▶ [Task material]:
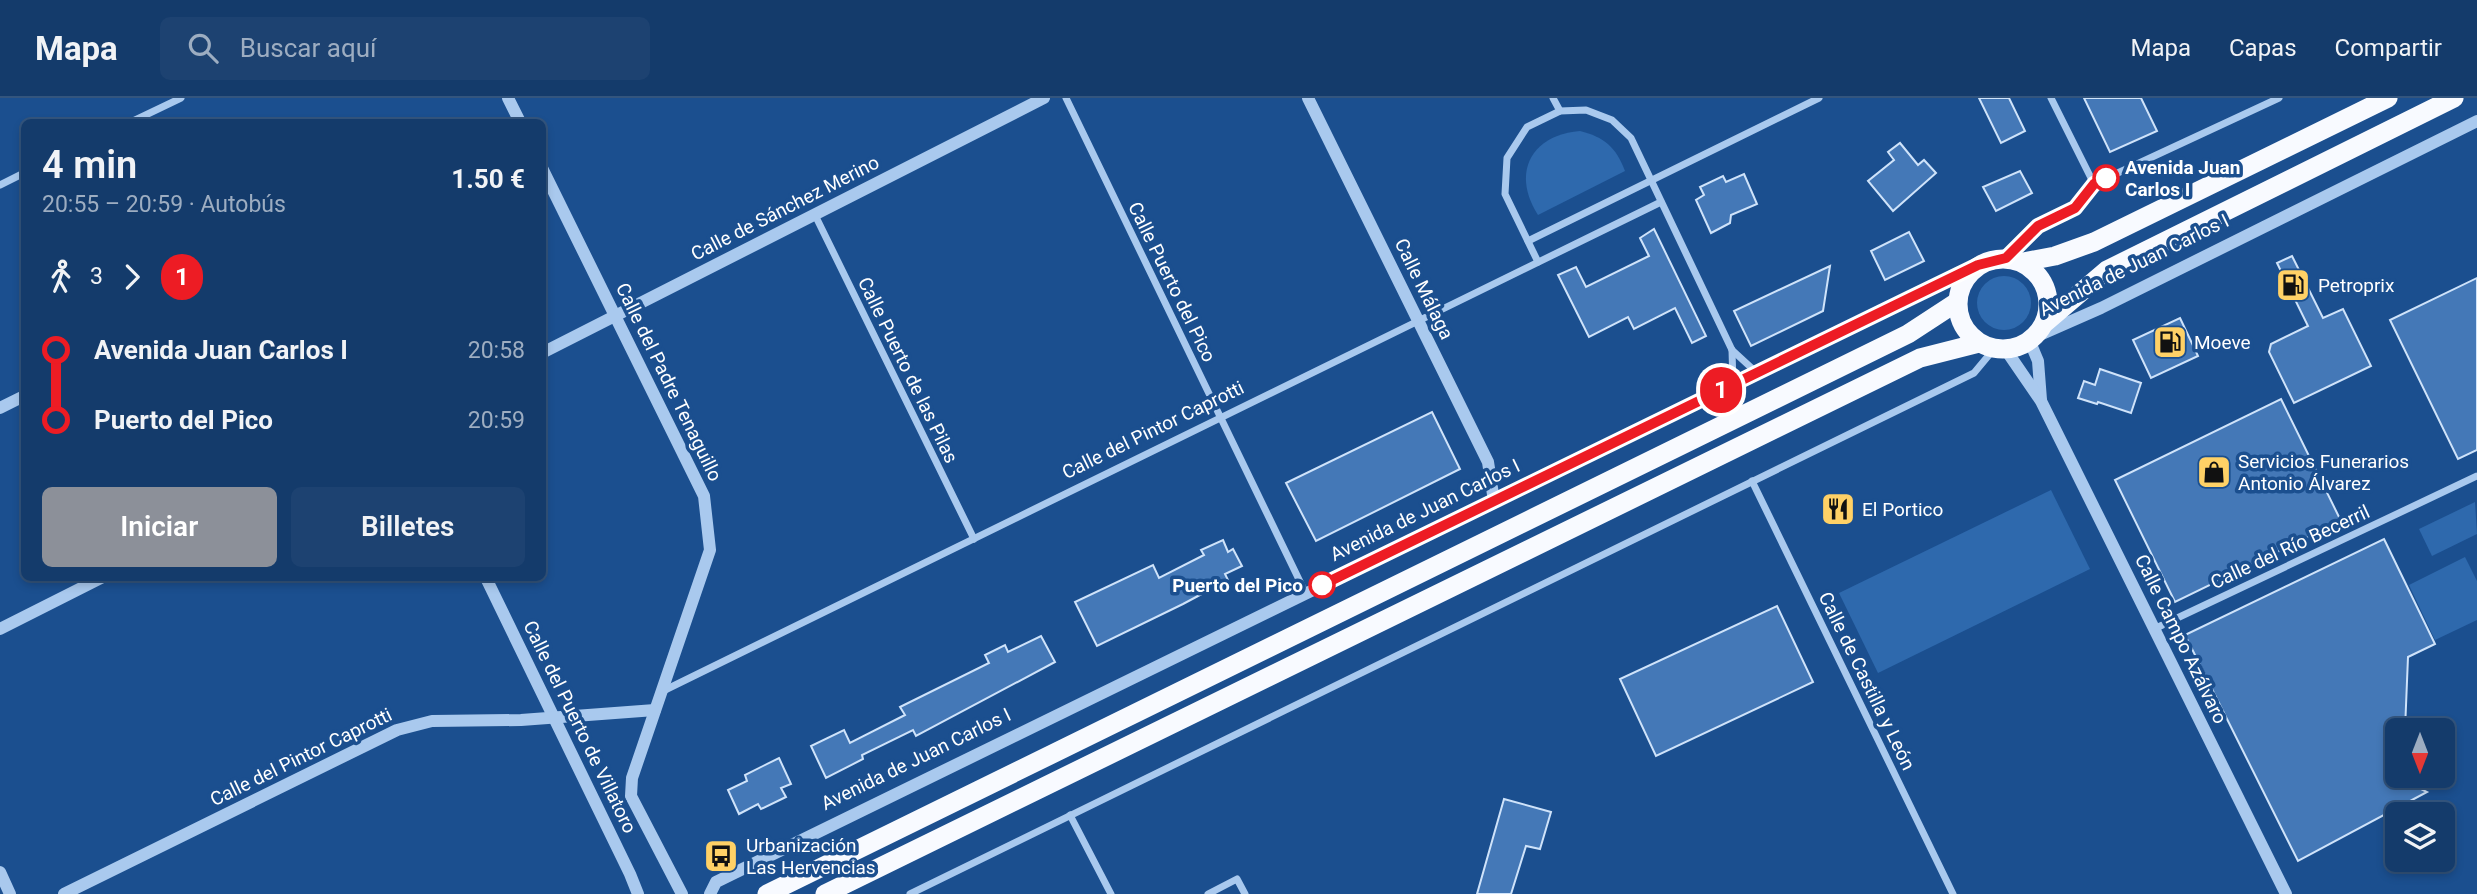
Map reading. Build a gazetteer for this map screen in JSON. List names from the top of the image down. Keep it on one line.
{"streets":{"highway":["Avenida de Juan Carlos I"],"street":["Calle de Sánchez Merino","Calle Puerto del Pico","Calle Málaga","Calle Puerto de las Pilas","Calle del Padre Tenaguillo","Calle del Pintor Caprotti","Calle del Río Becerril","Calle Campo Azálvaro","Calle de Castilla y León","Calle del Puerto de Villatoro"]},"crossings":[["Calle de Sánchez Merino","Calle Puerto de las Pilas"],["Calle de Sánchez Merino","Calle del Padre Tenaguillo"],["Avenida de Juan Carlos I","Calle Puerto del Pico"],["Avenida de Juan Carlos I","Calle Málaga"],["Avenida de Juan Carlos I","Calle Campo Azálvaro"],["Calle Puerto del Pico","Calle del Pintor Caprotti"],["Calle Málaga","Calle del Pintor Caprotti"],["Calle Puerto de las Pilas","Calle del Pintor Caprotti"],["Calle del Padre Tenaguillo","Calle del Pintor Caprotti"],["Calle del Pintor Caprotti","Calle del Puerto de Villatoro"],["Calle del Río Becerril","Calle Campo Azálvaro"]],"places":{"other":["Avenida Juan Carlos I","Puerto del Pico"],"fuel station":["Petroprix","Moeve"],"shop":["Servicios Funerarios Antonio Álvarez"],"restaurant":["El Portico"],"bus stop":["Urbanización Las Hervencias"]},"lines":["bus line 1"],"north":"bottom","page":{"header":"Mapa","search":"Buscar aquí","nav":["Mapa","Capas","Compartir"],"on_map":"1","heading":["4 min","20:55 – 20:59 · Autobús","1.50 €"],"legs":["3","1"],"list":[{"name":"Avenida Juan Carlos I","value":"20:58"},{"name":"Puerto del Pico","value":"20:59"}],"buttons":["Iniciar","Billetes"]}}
* * *
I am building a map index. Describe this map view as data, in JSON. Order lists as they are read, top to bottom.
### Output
...
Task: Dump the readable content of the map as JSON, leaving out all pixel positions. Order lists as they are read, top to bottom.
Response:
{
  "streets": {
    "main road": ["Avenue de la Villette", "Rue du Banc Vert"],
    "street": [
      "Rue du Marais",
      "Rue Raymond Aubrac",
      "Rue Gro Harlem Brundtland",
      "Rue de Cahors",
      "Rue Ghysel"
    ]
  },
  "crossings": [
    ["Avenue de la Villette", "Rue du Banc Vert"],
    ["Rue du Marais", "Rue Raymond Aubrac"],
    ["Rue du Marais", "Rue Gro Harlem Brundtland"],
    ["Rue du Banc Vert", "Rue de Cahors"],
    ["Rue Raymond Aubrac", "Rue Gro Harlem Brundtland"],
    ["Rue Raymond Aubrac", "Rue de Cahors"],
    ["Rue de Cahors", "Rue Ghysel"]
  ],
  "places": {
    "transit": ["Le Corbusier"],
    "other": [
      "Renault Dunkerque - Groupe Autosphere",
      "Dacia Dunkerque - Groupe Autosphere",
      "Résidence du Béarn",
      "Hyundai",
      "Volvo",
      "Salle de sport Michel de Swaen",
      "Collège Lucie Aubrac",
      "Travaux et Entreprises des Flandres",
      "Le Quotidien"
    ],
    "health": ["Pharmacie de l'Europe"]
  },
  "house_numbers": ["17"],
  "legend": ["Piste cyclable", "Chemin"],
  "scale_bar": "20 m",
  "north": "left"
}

▶ [What to produce]: From the material above, copy every line where the word "they" is found.

▶ [Task response]:
I am building a map index. Describe this map view as data, in JSON. Order lists as they are read, top to bottom.
Task: Dump the readable content of the map as JSON, leaving out all pixel positions. Order lists as they are read, top to bottom.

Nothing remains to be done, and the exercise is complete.